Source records
┌──

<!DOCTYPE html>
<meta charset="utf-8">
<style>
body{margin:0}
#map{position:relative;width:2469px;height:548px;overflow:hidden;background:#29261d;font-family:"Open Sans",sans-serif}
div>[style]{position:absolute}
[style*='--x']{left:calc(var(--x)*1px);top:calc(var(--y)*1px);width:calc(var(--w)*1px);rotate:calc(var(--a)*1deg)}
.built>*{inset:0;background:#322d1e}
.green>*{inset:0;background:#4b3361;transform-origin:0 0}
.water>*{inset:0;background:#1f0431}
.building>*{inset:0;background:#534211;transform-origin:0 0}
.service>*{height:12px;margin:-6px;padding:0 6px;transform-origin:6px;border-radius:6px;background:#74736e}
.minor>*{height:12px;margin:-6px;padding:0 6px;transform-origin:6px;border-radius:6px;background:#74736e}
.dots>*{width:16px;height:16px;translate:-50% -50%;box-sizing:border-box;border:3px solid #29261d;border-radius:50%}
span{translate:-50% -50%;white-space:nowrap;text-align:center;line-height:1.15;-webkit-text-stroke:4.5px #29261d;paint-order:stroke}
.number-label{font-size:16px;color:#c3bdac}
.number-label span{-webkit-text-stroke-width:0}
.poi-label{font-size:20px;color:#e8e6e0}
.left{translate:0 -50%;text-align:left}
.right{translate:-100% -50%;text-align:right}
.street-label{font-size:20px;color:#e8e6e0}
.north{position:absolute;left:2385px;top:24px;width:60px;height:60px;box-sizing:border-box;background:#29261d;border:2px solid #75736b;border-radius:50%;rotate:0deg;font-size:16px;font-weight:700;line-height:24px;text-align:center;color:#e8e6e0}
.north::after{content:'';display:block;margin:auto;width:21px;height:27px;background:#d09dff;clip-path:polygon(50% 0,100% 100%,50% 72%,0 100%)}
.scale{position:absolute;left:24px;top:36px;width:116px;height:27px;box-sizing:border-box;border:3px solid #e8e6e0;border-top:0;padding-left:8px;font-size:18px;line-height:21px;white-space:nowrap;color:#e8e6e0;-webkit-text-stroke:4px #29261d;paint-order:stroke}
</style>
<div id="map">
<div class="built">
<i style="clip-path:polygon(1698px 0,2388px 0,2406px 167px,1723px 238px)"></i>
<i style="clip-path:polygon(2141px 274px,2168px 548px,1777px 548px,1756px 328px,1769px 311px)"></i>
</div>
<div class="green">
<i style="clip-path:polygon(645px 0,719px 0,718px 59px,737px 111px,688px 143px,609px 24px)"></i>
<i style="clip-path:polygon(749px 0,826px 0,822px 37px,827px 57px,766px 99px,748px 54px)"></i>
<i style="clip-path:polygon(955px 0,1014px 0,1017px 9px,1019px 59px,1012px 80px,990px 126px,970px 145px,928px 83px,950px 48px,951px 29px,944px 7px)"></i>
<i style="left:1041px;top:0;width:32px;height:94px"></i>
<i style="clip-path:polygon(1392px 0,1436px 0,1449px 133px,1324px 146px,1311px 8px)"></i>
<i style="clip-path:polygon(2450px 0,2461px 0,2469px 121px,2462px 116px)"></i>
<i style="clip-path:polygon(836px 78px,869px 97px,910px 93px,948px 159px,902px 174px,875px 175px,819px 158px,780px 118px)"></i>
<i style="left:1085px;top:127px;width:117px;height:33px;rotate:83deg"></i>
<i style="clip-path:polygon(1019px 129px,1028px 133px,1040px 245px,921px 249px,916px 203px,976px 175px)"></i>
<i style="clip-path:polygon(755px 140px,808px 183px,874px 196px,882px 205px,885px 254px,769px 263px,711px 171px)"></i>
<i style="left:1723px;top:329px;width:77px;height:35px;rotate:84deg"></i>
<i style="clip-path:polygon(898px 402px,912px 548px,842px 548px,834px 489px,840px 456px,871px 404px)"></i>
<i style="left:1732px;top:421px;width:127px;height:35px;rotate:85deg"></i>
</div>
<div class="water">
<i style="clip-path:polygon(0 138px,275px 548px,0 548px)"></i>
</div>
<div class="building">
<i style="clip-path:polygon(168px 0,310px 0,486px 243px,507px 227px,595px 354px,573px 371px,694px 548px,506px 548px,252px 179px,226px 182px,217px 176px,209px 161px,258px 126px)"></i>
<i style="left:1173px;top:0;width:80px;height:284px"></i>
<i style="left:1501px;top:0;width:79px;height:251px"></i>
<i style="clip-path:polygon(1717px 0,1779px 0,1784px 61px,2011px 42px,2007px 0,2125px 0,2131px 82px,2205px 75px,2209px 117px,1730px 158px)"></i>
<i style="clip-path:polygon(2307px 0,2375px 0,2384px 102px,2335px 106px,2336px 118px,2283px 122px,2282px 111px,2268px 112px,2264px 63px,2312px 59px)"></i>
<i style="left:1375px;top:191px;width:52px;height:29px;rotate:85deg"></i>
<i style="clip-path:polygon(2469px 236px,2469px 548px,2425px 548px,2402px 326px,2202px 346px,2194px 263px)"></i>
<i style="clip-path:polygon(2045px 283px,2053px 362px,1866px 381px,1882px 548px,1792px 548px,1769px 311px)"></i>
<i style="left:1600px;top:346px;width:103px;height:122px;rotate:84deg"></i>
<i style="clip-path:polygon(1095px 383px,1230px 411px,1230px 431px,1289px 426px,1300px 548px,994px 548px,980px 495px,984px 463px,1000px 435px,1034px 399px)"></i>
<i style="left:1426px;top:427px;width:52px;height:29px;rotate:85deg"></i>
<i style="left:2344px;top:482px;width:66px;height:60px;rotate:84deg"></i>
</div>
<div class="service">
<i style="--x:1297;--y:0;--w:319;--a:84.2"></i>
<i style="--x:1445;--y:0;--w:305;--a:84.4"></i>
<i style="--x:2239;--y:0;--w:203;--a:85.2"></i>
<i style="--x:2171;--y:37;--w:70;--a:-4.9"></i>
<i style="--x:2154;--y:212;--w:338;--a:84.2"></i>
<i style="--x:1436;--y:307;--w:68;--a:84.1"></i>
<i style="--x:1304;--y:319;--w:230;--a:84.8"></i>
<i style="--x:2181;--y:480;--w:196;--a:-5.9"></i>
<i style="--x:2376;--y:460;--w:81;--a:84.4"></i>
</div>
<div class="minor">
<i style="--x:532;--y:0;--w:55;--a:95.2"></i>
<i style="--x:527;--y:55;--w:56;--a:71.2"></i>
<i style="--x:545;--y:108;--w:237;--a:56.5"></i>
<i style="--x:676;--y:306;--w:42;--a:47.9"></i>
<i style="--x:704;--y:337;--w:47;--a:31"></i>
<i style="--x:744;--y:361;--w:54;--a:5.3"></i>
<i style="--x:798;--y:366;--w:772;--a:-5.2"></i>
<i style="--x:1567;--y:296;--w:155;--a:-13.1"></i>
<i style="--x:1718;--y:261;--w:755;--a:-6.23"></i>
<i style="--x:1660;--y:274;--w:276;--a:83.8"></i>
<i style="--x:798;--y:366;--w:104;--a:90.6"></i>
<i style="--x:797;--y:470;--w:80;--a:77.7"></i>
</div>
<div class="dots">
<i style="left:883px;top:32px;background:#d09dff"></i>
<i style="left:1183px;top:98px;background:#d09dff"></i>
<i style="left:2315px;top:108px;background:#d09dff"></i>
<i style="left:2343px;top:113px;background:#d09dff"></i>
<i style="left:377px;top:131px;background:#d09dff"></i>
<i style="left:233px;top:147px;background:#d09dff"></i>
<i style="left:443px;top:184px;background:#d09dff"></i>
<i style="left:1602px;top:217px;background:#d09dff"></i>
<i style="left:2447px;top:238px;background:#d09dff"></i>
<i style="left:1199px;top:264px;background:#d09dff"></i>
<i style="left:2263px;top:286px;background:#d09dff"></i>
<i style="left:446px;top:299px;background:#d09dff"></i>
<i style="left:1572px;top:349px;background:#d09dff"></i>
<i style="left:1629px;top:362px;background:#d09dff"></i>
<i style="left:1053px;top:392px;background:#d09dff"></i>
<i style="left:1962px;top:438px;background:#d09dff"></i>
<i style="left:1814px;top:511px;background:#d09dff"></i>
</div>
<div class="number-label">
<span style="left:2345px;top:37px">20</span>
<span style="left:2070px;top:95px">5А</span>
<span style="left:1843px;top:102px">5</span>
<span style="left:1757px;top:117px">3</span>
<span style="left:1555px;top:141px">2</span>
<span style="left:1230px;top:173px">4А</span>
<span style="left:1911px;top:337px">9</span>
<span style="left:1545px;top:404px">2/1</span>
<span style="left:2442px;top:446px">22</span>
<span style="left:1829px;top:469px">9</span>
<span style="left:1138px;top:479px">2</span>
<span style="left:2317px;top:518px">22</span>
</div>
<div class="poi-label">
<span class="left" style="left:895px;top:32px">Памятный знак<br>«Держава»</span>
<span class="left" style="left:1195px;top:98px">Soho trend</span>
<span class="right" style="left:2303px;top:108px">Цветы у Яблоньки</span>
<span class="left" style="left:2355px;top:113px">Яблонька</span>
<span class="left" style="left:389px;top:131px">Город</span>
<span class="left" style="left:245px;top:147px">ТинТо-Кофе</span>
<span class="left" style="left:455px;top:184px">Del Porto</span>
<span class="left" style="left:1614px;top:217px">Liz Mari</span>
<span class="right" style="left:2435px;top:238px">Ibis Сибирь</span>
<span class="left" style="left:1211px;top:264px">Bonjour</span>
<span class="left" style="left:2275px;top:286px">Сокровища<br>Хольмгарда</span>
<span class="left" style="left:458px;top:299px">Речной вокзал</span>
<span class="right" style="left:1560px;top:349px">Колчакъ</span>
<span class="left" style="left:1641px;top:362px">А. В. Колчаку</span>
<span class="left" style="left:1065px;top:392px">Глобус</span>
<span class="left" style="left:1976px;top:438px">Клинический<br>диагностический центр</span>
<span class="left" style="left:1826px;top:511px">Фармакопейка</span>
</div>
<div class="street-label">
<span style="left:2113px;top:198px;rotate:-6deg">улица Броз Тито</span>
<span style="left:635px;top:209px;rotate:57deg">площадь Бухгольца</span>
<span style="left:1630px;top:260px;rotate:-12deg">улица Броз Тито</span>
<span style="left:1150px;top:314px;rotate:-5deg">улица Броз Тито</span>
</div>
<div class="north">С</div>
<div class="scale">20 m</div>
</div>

└──

## Task requirements
Lines of the data that include the string "green" are to be counted; report the total by itself.

## Expected answer
2